## Instructions for the task:
Look through the material below and return every line that contains "canvas".

## Given data:
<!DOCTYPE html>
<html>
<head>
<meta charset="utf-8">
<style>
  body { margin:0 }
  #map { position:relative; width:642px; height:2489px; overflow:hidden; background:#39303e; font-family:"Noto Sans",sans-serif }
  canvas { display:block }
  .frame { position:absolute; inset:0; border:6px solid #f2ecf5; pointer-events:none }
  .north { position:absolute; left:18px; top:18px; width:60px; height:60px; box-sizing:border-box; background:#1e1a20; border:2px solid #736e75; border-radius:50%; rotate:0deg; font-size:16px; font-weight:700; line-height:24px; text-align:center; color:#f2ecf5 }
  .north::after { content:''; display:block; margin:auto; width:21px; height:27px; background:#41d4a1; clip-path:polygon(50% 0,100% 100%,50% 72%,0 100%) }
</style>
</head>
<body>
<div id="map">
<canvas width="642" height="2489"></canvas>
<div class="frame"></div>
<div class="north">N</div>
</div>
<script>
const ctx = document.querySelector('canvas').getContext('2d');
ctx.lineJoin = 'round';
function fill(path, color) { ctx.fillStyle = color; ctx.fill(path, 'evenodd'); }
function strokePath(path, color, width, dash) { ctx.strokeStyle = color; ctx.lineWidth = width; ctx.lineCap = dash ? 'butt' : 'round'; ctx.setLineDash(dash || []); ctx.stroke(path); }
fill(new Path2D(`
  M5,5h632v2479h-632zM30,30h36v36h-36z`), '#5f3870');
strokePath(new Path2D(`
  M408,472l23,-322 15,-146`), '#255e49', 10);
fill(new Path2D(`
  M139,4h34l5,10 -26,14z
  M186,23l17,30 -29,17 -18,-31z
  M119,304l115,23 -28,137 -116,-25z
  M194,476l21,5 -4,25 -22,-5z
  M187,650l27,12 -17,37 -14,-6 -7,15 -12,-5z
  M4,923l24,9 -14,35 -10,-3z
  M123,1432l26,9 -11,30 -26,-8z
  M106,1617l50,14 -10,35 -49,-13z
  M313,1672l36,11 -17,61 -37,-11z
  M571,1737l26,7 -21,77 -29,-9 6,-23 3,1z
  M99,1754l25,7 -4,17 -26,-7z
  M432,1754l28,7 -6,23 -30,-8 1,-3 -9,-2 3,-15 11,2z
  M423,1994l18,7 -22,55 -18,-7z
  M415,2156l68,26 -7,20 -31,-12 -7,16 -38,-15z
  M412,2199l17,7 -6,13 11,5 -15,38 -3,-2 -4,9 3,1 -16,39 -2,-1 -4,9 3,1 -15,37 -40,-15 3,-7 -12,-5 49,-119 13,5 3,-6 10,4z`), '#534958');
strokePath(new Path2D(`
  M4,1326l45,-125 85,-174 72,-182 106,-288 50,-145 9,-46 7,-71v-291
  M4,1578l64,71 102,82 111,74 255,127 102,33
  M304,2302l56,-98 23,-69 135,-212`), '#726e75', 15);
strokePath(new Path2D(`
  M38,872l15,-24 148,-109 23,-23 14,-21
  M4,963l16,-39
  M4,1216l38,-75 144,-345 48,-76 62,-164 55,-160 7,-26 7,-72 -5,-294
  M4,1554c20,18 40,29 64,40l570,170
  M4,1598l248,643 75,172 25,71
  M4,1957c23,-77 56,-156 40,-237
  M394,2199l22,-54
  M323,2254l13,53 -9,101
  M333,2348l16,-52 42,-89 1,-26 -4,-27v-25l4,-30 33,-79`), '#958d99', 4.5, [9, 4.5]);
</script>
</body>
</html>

## Written answer:
  canvas { display:block }
<canvas width="642" height="2489"></canvas>
const ctx = document.querySelector('canvas').getContext('2d');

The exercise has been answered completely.